The main client I just mentioned is specialised in sports. Also, a section of the company decided to part ways and create their own business in sports too.
As my first two clients were specialised in sports, it was only natural that I would do the same as well. Not to mention that I’m a big sports fan, especially football. My city, Marseille, is quite known for its football culture.
What do you think is the most important skill for a sports translator?
First off, I think you need to be passionate about sports. When it comes to clubs, some background knowledge is fundamental too, like their main achievements, historic rivalries, recent transfers, etc.
How important is translation for the fans? Why?
Sport is a universal language, and it’s only natural that every single fan should be able to get the latest news on their favourite club or athlete, especially at a time when clubs are looking to have a global reach.
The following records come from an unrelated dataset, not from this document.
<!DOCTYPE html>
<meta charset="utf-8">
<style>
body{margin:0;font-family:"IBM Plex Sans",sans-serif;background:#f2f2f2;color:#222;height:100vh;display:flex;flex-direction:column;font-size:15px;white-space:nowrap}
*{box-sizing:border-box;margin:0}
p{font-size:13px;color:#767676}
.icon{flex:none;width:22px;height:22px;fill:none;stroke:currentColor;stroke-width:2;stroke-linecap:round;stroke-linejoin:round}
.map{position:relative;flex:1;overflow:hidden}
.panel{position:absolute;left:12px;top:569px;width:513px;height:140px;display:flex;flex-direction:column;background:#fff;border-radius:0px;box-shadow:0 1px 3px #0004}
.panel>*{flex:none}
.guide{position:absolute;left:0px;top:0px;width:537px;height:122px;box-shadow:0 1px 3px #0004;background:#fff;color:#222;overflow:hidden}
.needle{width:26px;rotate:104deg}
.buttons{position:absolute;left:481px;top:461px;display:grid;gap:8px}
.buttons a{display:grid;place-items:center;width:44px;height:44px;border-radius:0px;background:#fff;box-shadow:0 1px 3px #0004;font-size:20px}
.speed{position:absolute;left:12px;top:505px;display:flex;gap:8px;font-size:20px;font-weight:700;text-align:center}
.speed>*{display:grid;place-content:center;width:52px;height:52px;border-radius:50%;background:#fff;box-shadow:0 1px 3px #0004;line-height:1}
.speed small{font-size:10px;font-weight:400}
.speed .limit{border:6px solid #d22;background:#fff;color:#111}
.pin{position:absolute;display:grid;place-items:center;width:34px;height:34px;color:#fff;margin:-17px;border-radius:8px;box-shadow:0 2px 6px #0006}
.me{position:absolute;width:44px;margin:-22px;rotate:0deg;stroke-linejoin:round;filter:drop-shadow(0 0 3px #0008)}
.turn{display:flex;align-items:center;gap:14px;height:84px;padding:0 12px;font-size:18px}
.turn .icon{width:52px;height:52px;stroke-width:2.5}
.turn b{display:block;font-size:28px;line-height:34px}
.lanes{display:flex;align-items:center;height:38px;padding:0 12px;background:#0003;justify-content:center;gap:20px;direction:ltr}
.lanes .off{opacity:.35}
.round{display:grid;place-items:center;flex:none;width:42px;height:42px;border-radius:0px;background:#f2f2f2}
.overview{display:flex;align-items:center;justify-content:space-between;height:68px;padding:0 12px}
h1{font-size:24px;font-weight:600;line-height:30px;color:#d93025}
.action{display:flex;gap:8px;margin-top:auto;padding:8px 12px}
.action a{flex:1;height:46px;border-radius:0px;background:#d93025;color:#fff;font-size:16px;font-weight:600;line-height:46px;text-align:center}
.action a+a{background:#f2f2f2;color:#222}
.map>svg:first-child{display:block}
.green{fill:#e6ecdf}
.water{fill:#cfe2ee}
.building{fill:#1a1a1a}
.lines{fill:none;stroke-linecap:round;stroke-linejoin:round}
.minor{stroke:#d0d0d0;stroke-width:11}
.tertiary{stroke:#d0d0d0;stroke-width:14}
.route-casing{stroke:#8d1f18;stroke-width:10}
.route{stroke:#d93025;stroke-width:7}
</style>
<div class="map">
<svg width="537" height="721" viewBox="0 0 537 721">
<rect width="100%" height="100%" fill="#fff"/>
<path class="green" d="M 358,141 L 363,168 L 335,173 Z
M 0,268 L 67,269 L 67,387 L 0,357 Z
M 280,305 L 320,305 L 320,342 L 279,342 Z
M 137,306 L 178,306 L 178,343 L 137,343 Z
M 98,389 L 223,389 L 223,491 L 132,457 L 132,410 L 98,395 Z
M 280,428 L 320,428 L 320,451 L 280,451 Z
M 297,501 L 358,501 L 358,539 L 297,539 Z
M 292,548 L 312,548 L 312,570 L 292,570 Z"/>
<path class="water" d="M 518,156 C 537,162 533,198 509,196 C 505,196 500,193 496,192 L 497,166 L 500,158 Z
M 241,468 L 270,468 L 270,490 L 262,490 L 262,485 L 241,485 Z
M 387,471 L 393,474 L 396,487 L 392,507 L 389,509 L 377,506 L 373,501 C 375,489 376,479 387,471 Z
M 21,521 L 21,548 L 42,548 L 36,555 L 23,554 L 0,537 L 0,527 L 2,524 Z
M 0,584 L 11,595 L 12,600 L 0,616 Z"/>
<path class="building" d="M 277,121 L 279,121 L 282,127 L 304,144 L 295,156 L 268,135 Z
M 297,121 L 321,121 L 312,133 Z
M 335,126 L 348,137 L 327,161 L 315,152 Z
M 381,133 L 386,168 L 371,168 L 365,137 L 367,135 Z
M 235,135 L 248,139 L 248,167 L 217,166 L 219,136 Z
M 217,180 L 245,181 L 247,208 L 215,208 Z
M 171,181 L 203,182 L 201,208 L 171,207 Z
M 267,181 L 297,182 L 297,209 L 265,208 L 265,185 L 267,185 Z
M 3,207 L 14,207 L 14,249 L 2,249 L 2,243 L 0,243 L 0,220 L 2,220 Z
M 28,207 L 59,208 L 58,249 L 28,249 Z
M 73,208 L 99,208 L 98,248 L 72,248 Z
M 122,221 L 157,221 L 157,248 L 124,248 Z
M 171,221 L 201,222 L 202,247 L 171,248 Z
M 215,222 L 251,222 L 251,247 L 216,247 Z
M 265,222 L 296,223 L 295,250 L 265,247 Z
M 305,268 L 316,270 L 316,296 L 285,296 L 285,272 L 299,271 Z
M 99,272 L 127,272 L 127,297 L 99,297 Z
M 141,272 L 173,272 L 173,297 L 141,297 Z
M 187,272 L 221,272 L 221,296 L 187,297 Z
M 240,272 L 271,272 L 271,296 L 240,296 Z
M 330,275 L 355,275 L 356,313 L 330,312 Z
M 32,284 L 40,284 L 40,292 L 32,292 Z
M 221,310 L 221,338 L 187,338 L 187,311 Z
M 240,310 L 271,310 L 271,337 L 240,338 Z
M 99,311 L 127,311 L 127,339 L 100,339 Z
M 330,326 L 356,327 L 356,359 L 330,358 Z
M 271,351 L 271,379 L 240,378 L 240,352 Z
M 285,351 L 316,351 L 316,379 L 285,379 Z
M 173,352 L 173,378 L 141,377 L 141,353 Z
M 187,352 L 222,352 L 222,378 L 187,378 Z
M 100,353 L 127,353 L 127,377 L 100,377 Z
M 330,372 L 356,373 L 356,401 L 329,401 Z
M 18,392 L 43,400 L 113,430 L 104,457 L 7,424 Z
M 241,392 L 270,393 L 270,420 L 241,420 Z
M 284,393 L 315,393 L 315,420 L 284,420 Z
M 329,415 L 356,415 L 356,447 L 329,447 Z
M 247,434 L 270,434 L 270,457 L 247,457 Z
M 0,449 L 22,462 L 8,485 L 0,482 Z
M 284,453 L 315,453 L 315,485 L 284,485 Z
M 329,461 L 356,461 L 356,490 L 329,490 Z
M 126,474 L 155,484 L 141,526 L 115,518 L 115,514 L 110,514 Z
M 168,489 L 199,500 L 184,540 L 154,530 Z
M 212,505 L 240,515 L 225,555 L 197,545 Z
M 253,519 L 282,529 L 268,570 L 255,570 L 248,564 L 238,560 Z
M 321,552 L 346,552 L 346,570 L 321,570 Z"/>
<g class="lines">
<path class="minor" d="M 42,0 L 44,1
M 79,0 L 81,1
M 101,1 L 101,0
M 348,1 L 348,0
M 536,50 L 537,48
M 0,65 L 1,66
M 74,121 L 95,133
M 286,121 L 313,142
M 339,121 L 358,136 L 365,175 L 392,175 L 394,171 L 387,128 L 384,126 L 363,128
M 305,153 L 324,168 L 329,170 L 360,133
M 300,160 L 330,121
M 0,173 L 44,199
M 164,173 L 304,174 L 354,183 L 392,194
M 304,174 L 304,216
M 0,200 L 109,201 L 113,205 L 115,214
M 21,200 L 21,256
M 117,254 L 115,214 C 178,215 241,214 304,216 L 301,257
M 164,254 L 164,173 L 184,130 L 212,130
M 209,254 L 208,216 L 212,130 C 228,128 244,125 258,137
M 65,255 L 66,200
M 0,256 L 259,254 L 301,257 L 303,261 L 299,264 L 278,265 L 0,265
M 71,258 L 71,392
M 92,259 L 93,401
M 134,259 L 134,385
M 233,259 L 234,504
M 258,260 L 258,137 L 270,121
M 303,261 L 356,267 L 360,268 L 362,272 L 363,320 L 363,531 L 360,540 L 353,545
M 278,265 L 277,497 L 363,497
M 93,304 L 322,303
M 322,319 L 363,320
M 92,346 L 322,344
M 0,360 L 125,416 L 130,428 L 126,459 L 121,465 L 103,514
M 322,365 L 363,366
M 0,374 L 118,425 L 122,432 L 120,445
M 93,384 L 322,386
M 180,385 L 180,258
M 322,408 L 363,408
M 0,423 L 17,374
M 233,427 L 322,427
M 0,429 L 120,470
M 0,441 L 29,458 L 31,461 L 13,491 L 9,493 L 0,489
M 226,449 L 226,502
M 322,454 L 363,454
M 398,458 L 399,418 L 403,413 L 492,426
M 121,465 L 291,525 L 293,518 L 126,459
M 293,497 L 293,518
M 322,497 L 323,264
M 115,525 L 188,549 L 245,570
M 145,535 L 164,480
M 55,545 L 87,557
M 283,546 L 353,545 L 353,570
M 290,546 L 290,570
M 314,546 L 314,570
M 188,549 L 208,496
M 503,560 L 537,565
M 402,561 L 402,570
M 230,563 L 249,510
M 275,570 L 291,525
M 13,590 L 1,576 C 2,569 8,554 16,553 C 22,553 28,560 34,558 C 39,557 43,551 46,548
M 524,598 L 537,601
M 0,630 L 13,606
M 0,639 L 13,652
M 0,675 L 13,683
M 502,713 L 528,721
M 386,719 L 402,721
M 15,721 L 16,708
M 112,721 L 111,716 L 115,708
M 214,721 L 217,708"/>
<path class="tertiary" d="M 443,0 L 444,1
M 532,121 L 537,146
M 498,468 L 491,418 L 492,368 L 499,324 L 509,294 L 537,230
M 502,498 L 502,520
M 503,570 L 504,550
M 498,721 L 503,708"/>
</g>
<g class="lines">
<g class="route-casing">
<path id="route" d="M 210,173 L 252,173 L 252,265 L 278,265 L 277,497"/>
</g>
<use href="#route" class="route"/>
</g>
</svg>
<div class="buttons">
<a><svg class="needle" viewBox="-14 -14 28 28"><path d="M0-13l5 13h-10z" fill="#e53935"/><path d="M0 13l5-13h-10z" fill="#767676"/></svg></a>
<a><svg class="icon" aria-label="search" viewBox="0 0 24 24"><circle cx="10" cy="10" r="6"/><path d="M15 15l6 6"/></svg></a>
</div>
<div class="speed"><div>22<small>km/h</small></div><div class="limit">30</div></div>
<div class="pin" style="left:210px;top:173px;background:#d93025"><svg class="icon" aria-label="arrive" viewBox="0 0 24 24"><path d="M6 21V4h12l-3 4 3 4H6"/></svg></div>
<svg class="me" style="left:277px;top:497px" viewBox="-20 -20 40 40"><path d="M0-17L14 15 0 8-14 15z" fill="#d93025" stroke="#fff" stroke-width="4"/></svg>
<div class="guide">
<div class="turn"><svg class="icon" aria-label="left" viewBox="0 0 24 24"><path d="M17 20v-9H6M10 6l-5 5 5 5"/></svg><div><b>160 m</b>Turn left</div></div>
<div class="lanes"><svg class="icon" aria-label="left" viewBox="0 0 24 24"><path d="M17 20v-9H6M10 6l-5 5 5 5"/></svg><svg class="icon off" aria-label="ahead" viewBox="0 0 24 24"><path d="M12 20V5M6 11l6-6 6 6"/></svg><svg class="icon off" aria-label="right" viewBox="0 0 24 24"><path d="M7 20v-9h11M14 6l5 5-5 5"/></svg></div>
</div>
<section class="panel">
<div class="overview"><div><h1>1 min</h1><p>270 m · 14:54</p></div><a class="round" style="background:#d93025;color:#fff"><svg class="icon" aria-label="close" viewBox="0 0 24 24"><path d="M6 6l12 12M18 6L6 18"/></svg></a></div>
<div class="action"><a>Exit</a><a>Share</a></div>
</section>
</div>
What experience as a translator has given you the most joy so far?
Probably the day I interpreted remotely for both Pep Guardiola and Riyad Mahrez in a UCL pre-game presser, followed by the day I interpreted for Pep Guardiola for the post-match presser.
The funny thing is that I also felt sadness that night, as my beloved club was crushed by Pep’s Manchester City…
The Olympic Games have just ended, what do you think about France’s results? Did you translate anything related to the Olympics?
We didn’t reach the tally of medals we were aiming for, but our results in collective sports (silver for men’s basketball and bronze for women’s, gold for both men’s and women’s handball, and gold for men’s volleyball) is certainly something to be proud of!
Yes, I did a few translation jobs for Eurosport:
· The last episode of the Trailblazers series, about Yusra Mardini, who represented the Refugee Olympic Team in Tokyo.
· A couple of episodes of the “My Olympic Journey” series, which featured Bhavani Devi and Malika Khakimova.
· The two “Tokyo Expectations” videos.
All that was from English into French.